## Dataset extract
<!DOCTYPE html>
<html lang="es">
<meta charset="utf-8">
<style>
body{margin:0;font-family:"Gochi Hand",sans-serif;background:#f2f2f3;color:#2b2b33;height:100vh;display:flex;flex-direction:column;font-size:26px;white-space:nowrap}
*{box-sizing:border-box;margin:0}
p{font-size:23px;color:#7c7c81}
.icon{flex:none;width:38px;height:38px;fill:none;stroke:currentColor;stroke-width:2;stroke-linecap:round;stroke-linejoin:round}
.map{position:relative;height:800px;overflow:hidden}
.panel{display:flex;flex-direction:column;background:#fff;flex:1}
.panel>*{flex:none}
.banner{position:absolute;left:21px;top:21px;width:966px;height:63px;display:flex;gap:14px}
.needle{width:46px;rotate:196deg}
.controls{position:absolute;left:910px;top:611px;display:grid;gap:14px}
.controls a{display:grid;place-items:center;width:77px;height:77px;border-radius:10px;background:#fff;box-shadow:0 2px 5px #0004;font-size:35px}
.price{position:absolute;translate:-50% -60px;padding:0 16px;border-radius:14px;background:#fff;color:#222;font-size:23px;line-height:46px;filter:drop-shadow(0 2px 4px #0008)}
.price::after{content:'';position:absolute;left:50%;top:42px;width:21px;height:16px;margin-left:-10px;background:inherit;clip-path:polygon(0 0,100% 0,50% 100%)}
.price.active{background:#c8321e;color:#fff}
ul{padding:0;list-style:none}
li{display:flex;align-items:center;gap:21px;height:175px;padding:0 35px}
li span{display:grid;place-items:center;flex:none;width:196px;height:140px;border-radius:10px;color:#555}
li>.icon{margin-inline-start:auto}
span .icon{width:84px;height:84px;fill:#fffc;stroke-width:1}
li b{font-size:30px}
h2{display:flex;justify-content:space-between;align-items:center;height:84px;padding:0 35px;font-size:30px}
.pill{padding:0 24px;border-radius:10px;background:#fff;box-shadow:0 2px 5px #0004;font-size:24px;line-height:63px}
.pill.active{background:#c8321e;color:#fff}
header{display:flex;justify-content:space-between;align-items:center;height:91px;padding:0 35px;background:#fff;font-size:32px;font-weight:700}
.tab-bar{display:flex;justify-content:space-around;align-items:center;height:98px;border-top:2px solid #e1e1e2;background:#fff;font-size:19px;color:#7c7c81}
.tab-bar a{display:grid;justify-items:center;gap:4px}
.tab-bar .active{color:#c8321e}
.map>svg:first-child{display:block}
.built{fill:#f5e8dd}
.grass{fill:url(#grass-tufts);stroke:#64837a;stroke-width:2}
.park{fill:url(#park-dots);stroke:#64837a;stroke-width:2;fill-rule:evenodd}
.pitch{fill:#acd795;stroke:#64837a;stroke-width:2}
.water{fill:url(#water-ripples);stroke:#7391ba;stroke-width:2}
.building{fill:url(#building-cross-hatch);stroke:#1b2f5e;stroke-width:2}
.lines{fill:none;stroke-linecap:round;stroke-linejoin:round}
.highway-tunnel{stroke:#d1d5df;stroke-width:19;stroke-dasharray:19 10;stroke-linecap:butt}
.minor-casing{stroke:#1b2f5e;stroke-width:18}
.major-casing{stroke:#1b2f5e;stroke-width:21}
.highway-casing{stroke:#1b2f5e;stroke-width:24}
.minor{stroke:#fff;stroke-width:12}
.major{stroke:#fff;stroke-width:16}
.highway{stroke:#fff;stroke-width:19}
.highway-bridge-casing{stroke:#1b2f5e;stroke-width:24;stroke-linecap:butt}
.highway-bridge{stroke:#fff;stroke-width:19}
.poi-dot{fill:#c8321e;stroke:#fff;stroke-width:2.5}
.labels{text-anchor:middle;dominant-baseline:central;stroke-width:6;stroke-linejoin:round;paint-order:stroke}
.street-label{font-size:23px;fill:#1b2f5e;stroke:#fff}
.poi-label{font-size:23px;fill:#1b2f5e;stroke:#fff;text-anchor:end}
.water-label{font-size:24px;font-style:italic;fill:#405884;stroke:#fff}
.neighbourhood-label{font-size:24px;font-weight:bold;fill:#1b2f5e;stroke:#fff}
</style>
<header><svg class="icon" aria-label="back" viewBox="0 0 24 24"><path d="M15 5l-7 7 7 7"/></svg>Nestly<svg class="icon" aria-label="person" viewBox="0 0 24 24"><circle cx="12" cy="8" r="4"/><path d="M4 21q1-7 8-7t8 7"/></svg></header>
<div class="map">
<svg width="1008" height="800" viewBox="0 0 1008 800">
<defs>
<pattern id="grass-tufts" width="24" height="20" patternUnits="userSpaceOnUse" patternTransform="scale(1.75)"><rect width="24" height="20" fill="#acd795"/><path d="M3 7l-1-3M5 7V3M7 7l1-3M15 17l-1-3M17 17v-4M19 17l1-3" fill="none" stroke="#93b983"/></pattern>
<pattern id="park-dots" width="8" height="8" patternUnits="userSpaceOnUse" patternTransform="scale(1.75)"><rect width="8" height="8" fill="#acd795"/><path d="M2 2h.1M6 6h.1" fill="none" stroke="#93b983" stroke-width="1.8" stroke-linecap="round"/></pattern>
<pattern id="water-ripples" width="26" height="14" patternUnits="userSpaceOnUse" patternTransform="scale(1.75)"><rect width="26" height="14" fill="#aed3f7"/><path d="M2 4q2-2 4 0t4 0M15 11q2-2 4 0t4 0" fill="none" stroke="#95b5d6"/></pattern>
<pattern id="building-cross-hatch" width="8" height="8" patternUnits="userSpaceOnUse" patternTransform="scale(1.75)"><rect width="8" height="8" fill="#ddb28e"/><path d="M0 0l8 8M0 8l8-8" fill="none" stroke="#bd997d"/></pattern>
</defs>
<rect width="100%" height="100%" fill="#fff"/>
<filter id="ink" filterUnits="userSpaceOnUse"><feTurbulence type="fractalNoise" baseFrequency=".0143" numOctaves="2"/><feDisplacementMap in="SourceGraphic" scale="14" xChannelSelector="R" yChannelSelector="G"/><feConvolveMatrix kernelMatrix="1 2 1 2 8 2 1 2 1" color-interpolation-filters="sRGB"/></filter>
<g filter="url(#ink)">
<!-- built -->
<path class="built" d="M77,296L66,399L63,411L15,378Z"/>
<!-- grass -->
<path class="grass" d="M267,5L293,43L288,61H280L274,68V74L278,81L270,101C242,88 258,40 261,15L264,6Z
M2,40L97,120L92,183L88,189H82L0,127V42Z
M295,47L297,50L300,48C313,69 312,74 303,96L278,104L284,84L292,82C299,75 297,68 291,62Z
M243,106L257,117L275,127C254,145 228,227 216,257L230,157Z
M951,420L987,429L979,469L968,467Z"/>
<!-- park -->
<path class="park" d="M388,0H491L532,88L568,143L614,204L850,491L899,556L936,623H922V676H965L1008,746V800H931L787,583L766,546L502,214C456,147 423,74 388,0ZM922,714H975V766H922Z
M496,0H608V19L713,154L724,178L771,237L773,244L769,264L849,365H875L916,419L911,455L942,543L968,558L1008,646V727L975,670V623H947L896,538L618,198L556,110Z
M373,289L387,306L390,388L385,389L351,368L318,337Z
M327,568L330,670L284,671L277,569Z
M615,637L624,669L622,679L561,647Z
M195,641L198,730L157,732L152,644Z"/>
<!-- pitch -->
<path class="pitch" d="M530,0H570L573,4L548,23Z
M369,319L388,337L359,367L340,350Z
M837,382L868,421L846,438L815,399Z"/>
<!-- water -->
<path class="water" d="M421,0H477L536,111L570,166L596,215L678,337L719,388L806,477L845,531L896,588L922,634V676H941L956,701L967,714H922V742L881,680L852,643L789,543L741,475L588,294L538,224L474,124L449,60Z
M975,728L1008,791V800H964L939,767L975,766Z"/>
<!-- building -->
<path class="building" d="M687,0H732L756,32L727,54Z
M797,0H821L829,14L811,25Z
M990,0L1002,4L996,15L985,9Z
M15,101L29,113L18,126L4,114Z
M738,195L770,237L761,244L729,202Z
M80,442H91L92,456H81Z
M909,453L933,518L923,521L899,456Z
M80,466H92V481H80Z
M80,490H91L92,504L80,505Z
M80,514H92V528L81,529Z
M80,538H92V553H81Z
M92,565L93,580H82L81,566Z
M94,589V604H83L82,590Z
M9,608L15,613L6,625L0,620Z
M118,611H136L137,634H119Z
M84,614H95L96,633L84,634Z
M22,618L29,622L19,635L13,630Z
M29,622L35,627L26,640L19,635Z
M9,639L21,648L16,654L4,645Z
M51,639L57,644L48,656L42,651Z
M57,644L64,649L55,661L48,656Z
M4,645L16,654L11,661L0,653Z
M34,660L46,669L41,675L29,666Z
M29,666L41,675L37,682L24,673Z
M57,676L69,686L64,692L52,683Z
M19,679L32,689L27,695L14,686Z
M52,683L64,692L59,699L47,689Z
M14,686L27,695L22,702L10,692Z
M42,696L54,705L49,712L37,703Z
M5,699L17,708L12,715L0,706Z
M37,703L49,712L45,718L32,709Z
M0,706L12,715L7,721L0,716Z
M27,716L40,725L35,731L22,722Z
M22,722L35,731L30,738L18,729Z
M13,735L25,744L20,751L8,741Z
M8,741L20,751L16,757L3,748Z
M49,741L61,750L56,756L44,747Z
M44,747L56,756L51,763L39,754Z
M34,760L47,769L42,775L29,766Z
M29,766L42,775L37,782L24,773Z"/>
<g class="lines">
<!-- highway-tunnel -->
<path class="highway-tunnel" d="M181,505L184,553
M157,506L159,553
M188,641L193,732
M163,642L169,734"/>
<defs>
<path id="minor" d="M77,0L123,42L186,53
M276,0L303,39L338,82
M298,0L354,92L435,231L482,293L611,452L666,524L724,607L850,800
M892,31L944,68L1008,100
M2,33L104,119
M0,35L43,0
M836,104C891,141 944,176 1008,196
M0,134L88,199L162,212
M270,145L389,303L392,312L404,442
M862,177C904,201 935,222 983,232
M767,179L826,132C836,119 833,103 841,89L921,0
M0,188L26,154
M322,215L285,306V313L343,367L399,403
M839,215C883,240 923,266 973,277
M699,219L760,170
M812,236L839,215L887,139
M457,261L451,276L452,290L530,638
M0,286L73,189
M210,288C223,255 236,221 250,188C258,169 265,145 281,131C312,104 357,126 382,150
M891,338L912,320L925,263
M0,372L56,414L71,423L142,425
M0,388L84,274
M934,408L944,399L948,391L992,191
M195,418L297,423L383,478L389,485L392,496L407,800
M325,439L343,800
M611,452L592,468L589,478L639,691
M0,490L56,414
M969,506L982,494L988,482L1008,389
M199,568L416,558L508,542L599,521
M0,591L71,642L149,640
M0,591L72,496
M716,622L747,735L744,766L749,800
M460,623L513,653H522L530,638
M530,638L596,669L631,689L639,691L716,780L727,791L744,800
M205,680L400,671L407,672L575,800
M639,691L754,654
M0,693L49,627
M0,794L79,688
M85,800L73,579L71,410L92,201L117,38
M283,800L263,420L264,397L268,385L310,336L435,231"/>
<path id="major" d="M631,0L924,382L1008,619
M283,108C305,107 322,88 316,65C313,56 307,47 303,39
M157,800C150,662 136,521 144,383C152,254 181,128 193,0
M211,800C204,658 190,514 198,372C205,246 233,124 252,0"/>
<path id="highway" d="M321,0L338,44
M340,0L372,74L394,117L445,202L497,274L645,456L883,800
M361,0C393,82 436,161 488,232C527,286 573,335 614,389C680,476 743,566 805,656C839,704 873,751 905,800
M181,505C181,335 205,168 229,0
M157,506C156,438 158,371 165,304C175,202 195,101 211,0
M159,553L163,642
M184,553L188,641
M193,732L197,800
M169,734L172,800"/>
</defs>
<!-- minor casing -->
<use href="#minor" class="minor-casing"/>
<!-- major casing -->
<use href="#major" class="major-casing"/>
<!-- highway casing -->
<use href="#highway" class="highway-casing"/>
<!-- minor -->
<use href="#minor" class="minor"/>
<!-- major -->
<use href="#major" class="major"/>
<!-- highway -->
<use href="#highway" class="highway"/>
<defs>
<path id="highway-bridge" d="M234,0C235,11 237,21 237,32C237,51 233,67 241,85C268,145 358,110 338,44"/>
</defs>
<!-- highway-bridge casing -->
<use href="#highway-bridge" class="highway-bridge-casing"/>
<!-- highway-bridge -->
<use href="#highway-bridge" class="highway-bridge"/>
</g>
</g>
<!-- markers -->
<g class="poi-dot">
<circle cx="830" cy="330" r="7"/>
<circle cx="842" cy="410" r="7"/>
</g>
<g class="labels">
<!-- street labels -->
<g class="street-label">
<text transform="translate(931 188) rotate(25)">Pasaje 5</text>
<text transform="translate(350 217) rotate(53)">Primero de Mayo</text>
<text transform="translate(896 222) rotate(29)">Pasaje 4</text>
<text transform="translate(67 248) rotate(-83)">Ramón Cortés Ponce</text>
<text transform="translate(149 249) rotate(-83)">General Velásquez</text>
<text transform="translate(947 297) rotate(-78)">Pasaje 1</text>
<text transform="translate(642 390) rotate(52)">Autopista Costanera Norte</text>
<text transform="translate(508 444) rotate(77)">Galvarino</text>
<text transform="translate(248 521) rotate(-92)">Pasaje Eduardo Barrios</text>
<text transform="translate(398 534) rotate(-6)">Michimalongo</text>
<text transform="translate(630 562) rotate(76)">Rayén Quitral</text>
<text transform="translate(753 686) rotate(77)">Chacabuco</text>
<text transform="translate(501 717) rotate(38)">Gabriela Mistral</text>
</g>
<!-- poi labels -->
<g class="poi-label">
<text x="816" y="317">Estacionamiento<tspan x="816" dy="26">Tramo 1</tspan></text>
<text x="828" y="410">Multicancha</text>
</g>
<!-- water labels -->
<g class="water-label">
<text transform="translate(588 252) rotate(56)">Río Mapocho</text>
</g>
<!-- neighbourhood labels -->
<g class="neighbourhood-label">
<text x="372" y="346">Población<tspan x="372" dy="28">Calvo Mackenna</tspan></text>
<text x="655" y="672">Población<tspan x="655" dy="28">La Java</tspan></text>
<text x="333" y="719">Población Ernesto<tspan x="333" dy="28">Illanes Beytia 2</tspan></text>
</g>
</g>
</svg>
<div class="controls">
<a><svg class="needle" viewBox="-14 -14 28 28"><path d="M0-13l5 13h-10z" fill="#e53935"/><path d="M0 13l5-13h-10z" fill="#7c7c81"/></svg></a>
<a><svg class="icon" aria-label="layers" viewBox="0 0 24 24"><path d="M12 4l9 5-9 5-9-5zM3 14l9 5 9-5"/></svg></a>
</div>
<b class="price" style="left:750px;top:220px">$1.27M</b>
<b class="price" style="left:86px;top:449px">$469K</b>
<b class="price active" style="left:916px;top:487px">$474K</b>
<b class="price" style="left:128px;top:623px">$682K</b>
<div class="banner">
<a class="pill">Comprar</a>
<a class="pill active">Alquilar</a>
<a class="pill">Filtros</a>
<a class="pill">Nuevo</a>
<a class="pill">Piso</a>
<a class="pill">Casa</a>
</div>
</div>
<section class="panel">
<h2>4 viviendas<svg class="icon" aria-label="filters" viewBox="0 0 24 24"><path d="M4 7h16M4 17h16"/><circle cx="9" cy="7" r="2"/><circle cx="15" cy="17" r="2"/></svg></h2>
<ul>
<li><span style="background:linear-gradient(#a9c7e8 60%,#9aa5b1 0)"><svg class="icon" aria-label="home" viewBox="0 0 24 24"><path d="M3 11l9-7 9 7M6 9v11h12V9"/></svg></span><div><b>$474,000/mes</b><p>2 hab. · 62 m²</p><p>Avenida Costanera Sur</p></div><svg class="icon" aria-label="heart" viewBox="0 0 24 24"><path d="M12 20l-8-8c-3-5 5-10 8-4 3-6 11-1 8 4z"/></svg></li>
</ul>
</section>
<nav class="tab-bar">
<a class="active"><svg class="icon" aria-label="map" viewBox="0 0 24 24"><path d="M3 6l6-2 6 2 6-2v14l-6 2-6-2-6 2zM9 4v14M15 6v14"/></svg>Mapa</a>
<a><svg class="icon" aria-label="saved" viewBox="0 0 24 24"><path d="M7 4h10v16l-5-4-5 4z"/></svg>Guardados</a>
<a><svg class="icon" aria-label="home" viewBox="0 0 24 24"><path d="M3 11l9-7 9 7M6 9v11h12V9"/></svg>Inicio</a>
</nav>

## Exercise
Go through the lines above and tally those with the string "filters". The total is all that is needed.

## Answer for the task
2